- _PROBLEM STATEMENT_: From the records below, output exactly the lines running from the line containing "M0 447 59 448 61 450 63 462" through the line containing "M349 603 357 622 372 620 376 602", and no others.

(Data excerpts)

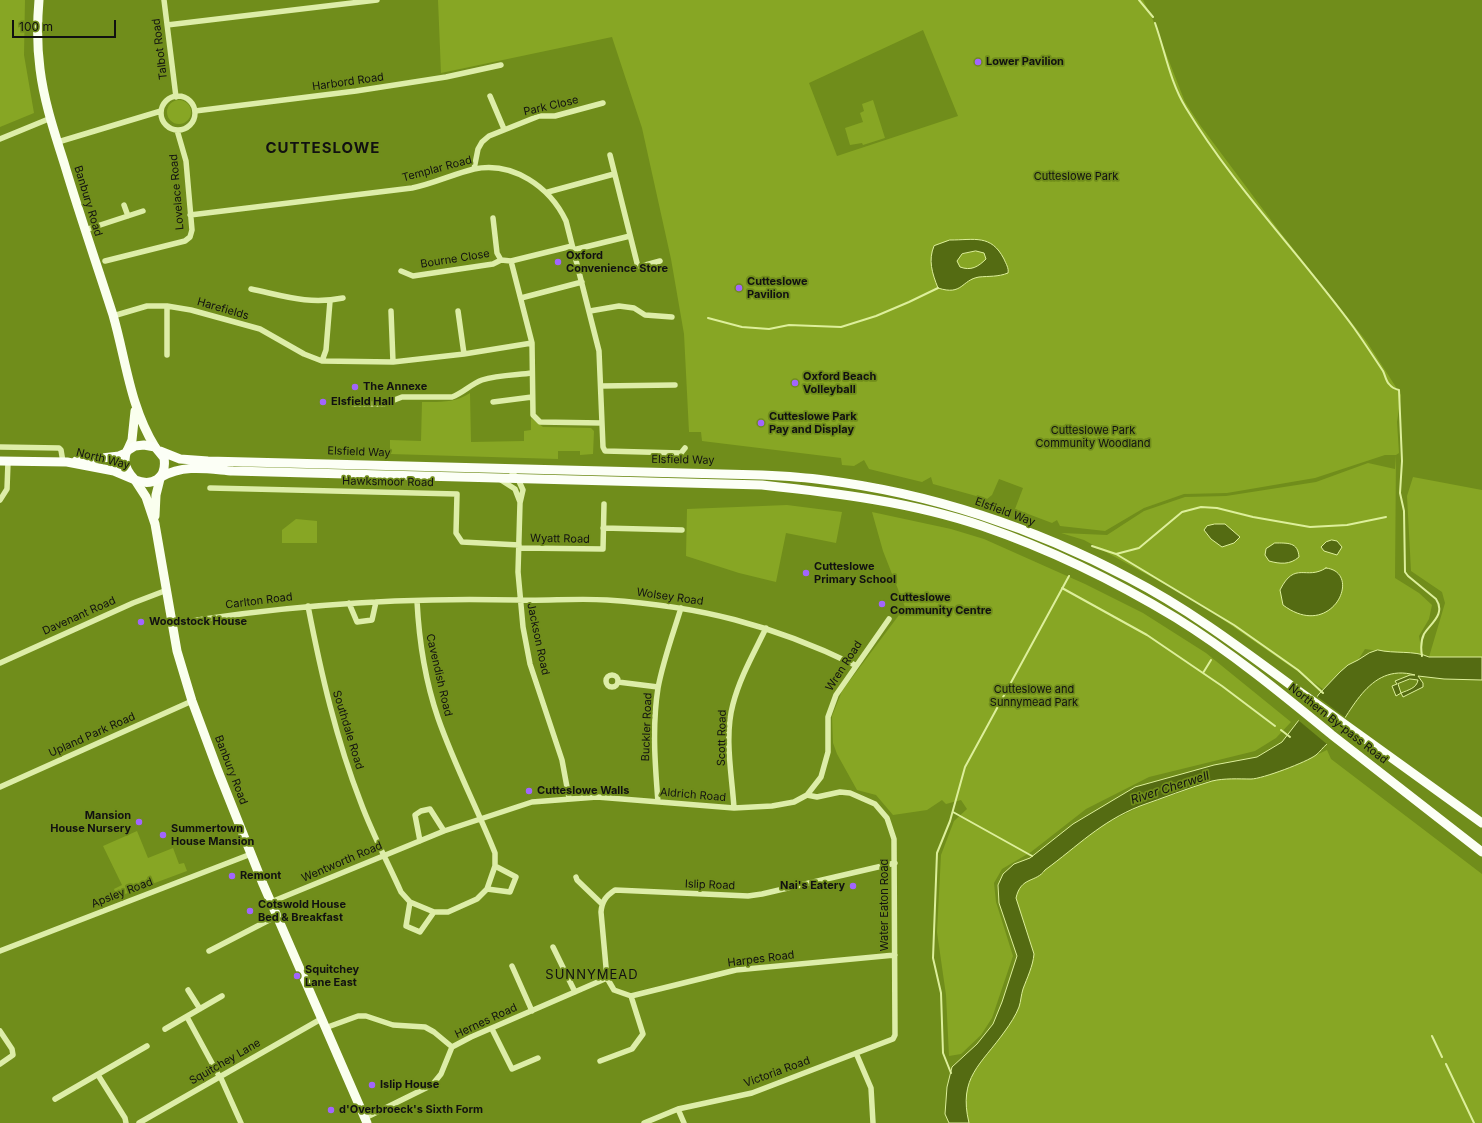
<!DOCTYPE html>
<style>
body{margin:0}
#map{position:relative;width:1482px;height:1123px;overflow:hidden;background:#708d1b;font-family:Inter,sans-serif}
canvas{display:block}
.scale{position:absolute;left:12px;top:20px;width:104px;height:18px;box-sizing:border-box;border:2px solid #111;border-top:0;padding-left:5px;font-size:12px;line-height:14px;white-space:nowrap;color:#111;-webkit-text-stroke:3px #708d1b;paint-order:stroke}
</style>
<div id="map">
<canvas width="1482" height="1123"></canvas>
<div class="scale">100 m</div>
</div>
<script>
const g = document.querySelector('canvas').getContext('2d');
g.lineJoin = 'round';
function paint(path, color) {
  g.fillStyle = color;
  g.fill(path, 'evenodd');
}
function stroke(path, color, width, dash) {
  g.strokeStyle = color;
  g.lineWidth = width;
  g.lineCap = dash ? 'butt' : 'round';
  g.setLineDash(dash || []);
  g.stroke(path);
}
function label(font, color, halo, rows, align = 'center') {
  g.font = font + ' Inter,sans-serif';
  g.lineWidth = 3.5;
  g.setLineDash([]);
  g.textBaseline = 'middle';
  g.strokeStyle = halo;
  g.fillStyle = color;
  for (const [text, x, y, turn = 0] of rows) {
    g.save();
    g.translate(x, y);
    g.rotate((+turn || 0) * Math.PI / 180);
    g.textAlign = isNaN(turn) ? turn : align;
    if (halo) g.strokeText(text, 0, 0);
    g.fillText(text, 0, 0);
    g.restore();
  }
}
const green = new Path2D(`
 M0 0H25L24 55 34 113 0 127Z
 M438 0H1143L1153 20 1185 102 1200 125 1280 232 1367 342 1401 395 1397 422 1399 453 1396 455 1395 578 1419 593 1432 605 1429 619 1419 636 1422 654 1393 653 1365 649 1358 660 1348 665 1323 689 1199 603 1084 540 1061 533 1107 535 1144 511 1185 497 1226 496 1316 482 1368 463 1395 469 1396 455H1385L1315 478 1227 493 1184 494 1144 508 1105 531 1060 526 1057 520 1052 523 1015 509 1023 488 999 479 992 495 987 499 933 484 931 477 922 482 869 469 864 460 854 466 842 465 841 458 702 441 701 432H689L684 334 671 259 642 128 612 37 441 73ZM923 30 958 116 837 156 809 83Z
 M167 112a12 12 0 1 1 24 0a12 12 0 1 1-24 0Z
 M873 100 885 138 863 145 862 143 850 145 845 128 863 122 860 113 864 111 862 104Z
 M470 393 471 442 524 441V431L531 430V418L543 427 591 428 594 431 593 454 580 455V451H558V459L390 454V440L421 441 422 402C440 402 455 403 470 393Z
 M1413 477 1482 490V657H1429L1445 603 1442 592 1411 571 1407 496Z
 M787 505 842 512 836 543 786 533 776 582 739 573 686 556 687 509Z
 M872 512 951 529 984 539 1085 584 1143 613 1206 653 1291 722 1276 738 1255 751 1149 777 1086 809 1031 852 1002 869 994 883 996 902 1013 956 992 1018 981 1035 961 1054 949 1056 946 995 937 932 941 855 954 821 967 809 961 800 946 804 942 800 927 810 893 815 876 795 857 790 837 754 833 743 832 716 842 691 905 607 883 551Z
 M296 519 317 521V543H282V530Z
 M1327 750 1331 759 1482 874V1123H969C957 1074 983 1066 1006 1029 1017 1012 1020 998 1026 979 1028 972 1035 960 1033 953 1030 934 1020 917 1016 898 1021 876 1036 883 1045 870L1080 840 1103 825 1139 807 1212 781 1235 778 1252 779 1297 764Z
 M137 831 148 858 173 848 179 864 184 863 187 871 117 897 114 889 122 885 103 846Z`);
const water = new Path2D(`
 M950 240C975 240 991 234 1004 259 1006 264 1009 268 1008 273 998 277 989 276 979 277 961 280 963 296 938 288 932 273 928 260 934 246ZM976 251 984 253 986 259C978 267 971 271 960 267L957 261 962 254Z
 M1215 524H1225L1240 537 1234 543 1222 547 1211 539 1204 530 1207 526Z
 M1332 540 1337 541 1342 547 1337 555 1324 551 1321 547 1326 542Z
 M1275 543C1288 543 1298 542 1299 557 1290 565 1280 564 1269 561L1265 555 1266 549Z
 M1326 568C1364 572 1332 642 1283 605L1280 590C1295 560 1306 581 1326 568Z
 M1378 650C1394 654 1414 650 1429 657H1482V680L1444 679 1418 676 1423 683V687L1403 697 1401 693 1396 696 1392 686 1397 684 1395 681 1410 675H1415C1367 662 1351 715 1327 744 1323 747 1320 752 1316 755 1307 762 1262 779 1251 779 1238 779 1225 778 1212 781 1188 788 1163 798 1140 806 1100 822 1078 846 1045 870 1036 883 1021 876 1016 898L1034 954C1033 966 1027 978 1023 989 1021 995 1021 1001 1019 1007 1016 1015 1010 1024 1005 1031 981 1065 958 1077 969 1123H949L945 1114 947 1087 952 1067 977 1044 993 1024 1002 1002 1017 956 999 903 998 885 1003 874 1014 864 1030 858 1073 824 1135 787 1214 765 1257 757 1282 742 1319 694 1340 672 1348 665 1358 660 1369 653ZM1410 679 1418 680C1417 688 1408 690 1401 693L1398 684Z`);
const pier = new Path2D(`
 M1315 695 1346 718 1328 745 1298 720Z`);
const stream = new Path2D(`
 M1139 0 1153 17
 M1155 23C1165 51 1170 82 1186 108 1234 187 1299 253 1354 328 1364 342 1373 356 1383 371 1385 375 1386 381 1389 384 1392 388 1395 389 1399 390L1402 461 1400 493 1404 511 1405 572 1408 576 1436 599C1446 614 1431 623 1424 634 1421 640 1421 650 1422 656
 M708 318 742 327 769 329 789 325 841 327 876 316 909 302 938 288
 M1092 546 1116 554 1234 625 1298 670 1323 693
 M1116 554 1139 548 1182 512 1201 507 1217 508 1253 517 1310 527 1347 525 1386 517
 M1062 588 1147 635 1222 686 1275 726
 M1203 673 1211 660
 M1281 730 1290 737
 M953 812 1032 856
 M1432 1036 1442 1057
 M1446 1064 1474 1123
 M951 1073 943 1053 941 993 933 958 937 853 950 821 965 767 1069 576`);
const minor = new Path2D(`
 M164 0 176 97
 M167 25 377 0
 M490 96 504 129
 M161 113a17 17 0 1 1 34 0a17 17 0 1 1-34 0Z
 M195 111 356 91 446 77 501 65
 M0 139 51 118
 M58 142 161 111
 M610 155 638 267 660 261
 M474 169 478 149 482 142 489 136 539 116H555L603 103
 M548 192 614 174
 M124 205 128 216
 M190 215 412 188C433 184 453 174 474 169 513 161 550 187 566 221L599 351 603 447 605 451 681 453 685 448
 M493 218 497 253 501 260
 M85 230 143 211
 M572 246 511 261 532 343 533 415 540 422 602 423
 M573 250 630 236
 M105 261 185 241 190 237 192 230 186 161 177 130
 M401 271 413 276 493 264 501 260 511 261
 M251 289C284 296 309 305 343 298
 M521 298 582 282
 M167 306V355
 M391 311 393 362
 M458 311 464 354
 M590 311 619 306 634 308 645 315 672 317
 M113 316 147 306H167L191 310 260 329 304 354 322 361 393 362 464 354 532 343
 M322 361 326 350 330 301
 M601 386 675 385
 M493 402 532 397
 M353 404H384L402 397H452C463 393 471 384 482 380 497 375 516 375 532 373
 M0 447 59 448 61 450 63 462
 M509 469 518 479 523 490 520 503 518 572 523 627 530 664 562 760 569 798
 M501 480 515 489 520 502
 M210 488 457 494 456 533 462 542 519 545
 M0 500 7 489 8 462
 M603 528 682 530
 M519 548 603 549 604 504
 M349 603 357 622 372 620 376 602
 M308 606C321 673 336 739 361 803 372 833 388 863 401 892L410 902 434 912H448L477 899 487 889 495 866V853C477 808 454 764 438 718 425 680 419 641 417 601
 M172 624C286 605 401 597 517 600 547 601 577 598 607 600 699 606 773 625 855 665
 M0 663 133 603 167 590
 M606 681a6 6 0 1 1 12 0a6 6 0 1 1-12 0Z
 M618 682 658 687
 M0 787 192 701
 M807 795 821 777 828 752V717L836 695 889 619
 M658 802C655 764 652 726 658 688 663 661 673 634 681 608
 M734 808C732 775 724 737 733 704 740 677 754 653 766 628
 M420 841 415 815 421 811 430 809 444 831
 M576 877 577 880 602 904
 M487 889 510 892 516 877 495 866
 M271 902 444 831 532 802 597 797 734 808 772 806 794 802 807 795 817 797 840 792 850 793 875 804 887 818 894 839 895 1035 893 1039 752 1093 678 1109 644 1123
 M410 902 406 926 420 932 434 912
 M553 947 575 992
 M0 951 251 854
 M209 951 277 916
 M512 966 532 1011
 M607 978 601 912C602 901 606 896 615 890L748 896 762 894 895 863
 M188 990 200 1009
 M631 996 736 970 895 955
 M187 1017 219 1076
 M325 1028 358 1016H366L393 1025 425 1027 434 1032 452 1047
 M165 1029 222 996
 M492 1029 512 1069 538 1058
 M0 1031 12 1049 13 1055 0 1064
 M856 1053 871 1088 873 1123
 M600 1061 632 1049 643 1034 631 996
 M98 1075 125 1118 126 1123
 M220 1076 241 1123
 M55 1099 147 1046
 M678 1109 684 1123
 M365 1118 432 1085 441 1074 452 1047 471 1037 607 978 614 990 631 996
 M139 1123 321 1019`);
const primary = new Path2D(`
 M39 0C37 23 37 46 40 69 44 102 55 134 65 166 80 216 97 265 113 315 126 360 130 407 155 447
 M127 451 132 440 135 411
 M135 480 146 497 155 524 177 651 192 701 218 771 263 884 367 1123
 M155 516 156 495 160 479`);
const trunk = new Path2D(`
 M144 445 155 447 164 458C167 478 153 487 135 480 127 472 122 462 127 451L135 446Z
 M160 451 180 459 208 461 762 475C783 476 803 477 824 480 930 493 1035 528 1129 578 1189 609 1243 650 1296 689 1358 733 1420 778 1482 823
 M0 461 67 462 114 471 133 479
 M76 461 119 456 126 453
 M161 477C185 464 207 469 233 471L762 485C836 493 911 502 982 526 1049 549 1115 581 1176 618 1231 652 1282 694 1332 735 1382 774 1432 813 1482 852`);
const markers = [
 [978,62,4,"#a265fe"],
 [558,262,4,"#a265fe"],
 [739,288,4,"#a265fe"],
 [795,383,4,"#a265fe"],
 [355,387,4,"#a265fe"],
 [323,402,4,"#a265fe"],
 [761,423,4,"#a265fe"],
 [806,573,4,"#a265fe"],
 [882,604,4,"#a265fe"],
 [141,622,4,"#a265fe"],
 [529,791,4,"#a265fe"],
 [139,822,4,"#a265fe"],
 [163,835,4,"#a265fe"],
 [232,876,4,"#a265fe"],
 [853,886,4,"#a265fe"],
 [250,911,4,"#a265fe"],
 [297,976,4,"#a265fe"],
 [372,1085,4,"#a265fe"],
 [331,1110,4,"#a265fe"]
];
const streetNames = [
 ["Talbot Road",160,49,-97],
 ["Harbord Road",348,82,-8],
 ["Park Close",551,106,-13],
 ["Templar Road",437,169,-15],
 ["Lovelace Road",177,192,-95],
 ["Banbury Road",88,201,73],
 ["Bourne Close",455,259,-9],
 ["Harefields",223,309,16],
 ["Elsfield Way",359,452,2],
 ["North Way",103,459,14],
 ["Elsfield Way",683,460,1],
 ["Hawksmoor Road",388,482,1],
 ["Elsfield Way",1005,512,20],
 ["Wyatt Road",560,539,1],
 ["Wolsey Road",670,597,8],
 ["Carlton Road",259,601,-7],
 ["Davenant Road",79,616,-24],
 ["Jackson Road",538,639,78],
 ["Wren Road",844,666,-57],
 ["Cavendish Road",439,675,77],
 ["Northern By-pass Road",1338,724,38],
 ["Buckler Road",647,727,-88],
 ["Southdale Road",348,730,73],
 ["Upland Park Road",92,735,-24],
 ["Scott Road",722,738,-89],
 ["Banbury Road",231,770,69],
 ["Aldrich Road",693,795,5],
 ["Wentworth Road",342,862,-23],
 ["Islip Road",710,885,2],
 ["Apsley Road",122,893,-21],
 ["Water Eaton Road",885,905,-90],
 ["Harpes Road",761,959,-7],
 ["Hernes Road",486,1021,-25],
 ["Squitchey Lane",225,1062,-30],
 ["Victoria Road",777,1072,-20]
];
const poiNames = [
 ["Lower Pavilion",986,62],
 ["Oxford",566,256],
 ["Convenience Store",566,269],
 ["Cutteslowe",747,282],
 ["Pavilion",747,295],
 ["Oxford Beach",803,377],
 ["Volleyball",803,390],
 ["The Annexe",363,387],
 ["Elsfield Hall",331,402],
 ["Cutteslowe Park",769,417],
 ["Pay and Display",769,430],
 ["Cutteslowe",814,567],
 ["Primary School",814,580],
 ["Cutteslowe",890,598],
 ["Community Centre",890,611],
 ["Woodstock House",149,622],
 ["Cutteslowe Walls",537,791],
 ["Mansion",131,816,"right"],
 ["House Nursery",131,829,"right"],
 ["Summertown",171,829],
 ["House Mansion",171,842],
 ["Remont",240,876],
 ["Nai's Eatery",845,886,"right"],
 ["Cotswold House",258,905],
 ["Bed & Breakfast",258,918],
 ["Squitchey",305,970],
 ["Lane East",305,983],
 ["Islip House",380,1085],
 ["d'Overbroeck's Sixth Form",339,1110]
];
const parkNames = [
 ["Cutteslowe Park",1076,177],
 ["Cutteslowe Park",1093,431],
 ["Community Woodland",1093,444],
 ["Cutteslowe and",1034,690],
 ["Sunnymead Park",1034,703]
];
const waterNames = [
 ["River Cherwell",1170,788,-18]
];
const quarterNames = [
 ["SUNNYMEAD",592,975]
];
const districtNames = [
 ["CUTTESLOWE",323,148]
];
paint(green, '#87a624');
paint(water, '#546b12');
stroke(water, '#ddef9b', 1);
paint(pier, '#708d1b');
stroke(stream, '#ddef9b', 2);
stroke(minor, '#ddeda8', 5.5);
stroke(primary, '#faffee', 9);
stroke(trunk, '#fcfff6', 9);
for (const [x, y, r, color] of markers) {
  const dot = new Path2D();
  dot.arc(x, y, r, 0, 2 * Math.PI);
  g.fillStyle = color;
  g.fill(dot);
  stroke(dot, '#708d1b', 1.5);
}
label('11px', '#111', '#708d1b', streetNames);
label('bold 11px', '#111', '#708d1b', poiNames, 'left');
label('11px', '#111', '#708d1b', parkNames);
label('italic 12px', '#111', '#708d1b', waterNames);
g.letterSpacing = '1px';
label('13px', '#111', '#708d1b', quarterNames);
g.letterSpacing = '0px';
g.letterSpacing = '1px';
label('bold 15px', '#111', '#708d1b', districtNames);
g.letterSpacing = '0px';
</script>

- _OUTPUT OF THE TASK_:
 M0 447 59 448 61 450 63 462
 M509 469 518 479 523 490 520 503 518 572 523 627 530 664 562 760 569 798
 M501 480 515 489 520 502
 M210 488 457 494 456 533 462 542 519 545
 M0 500 7 489 8 462
 M603 528 682 530
 M519 548 603 549 604 504
 M349 603 357 622 372 620 376 602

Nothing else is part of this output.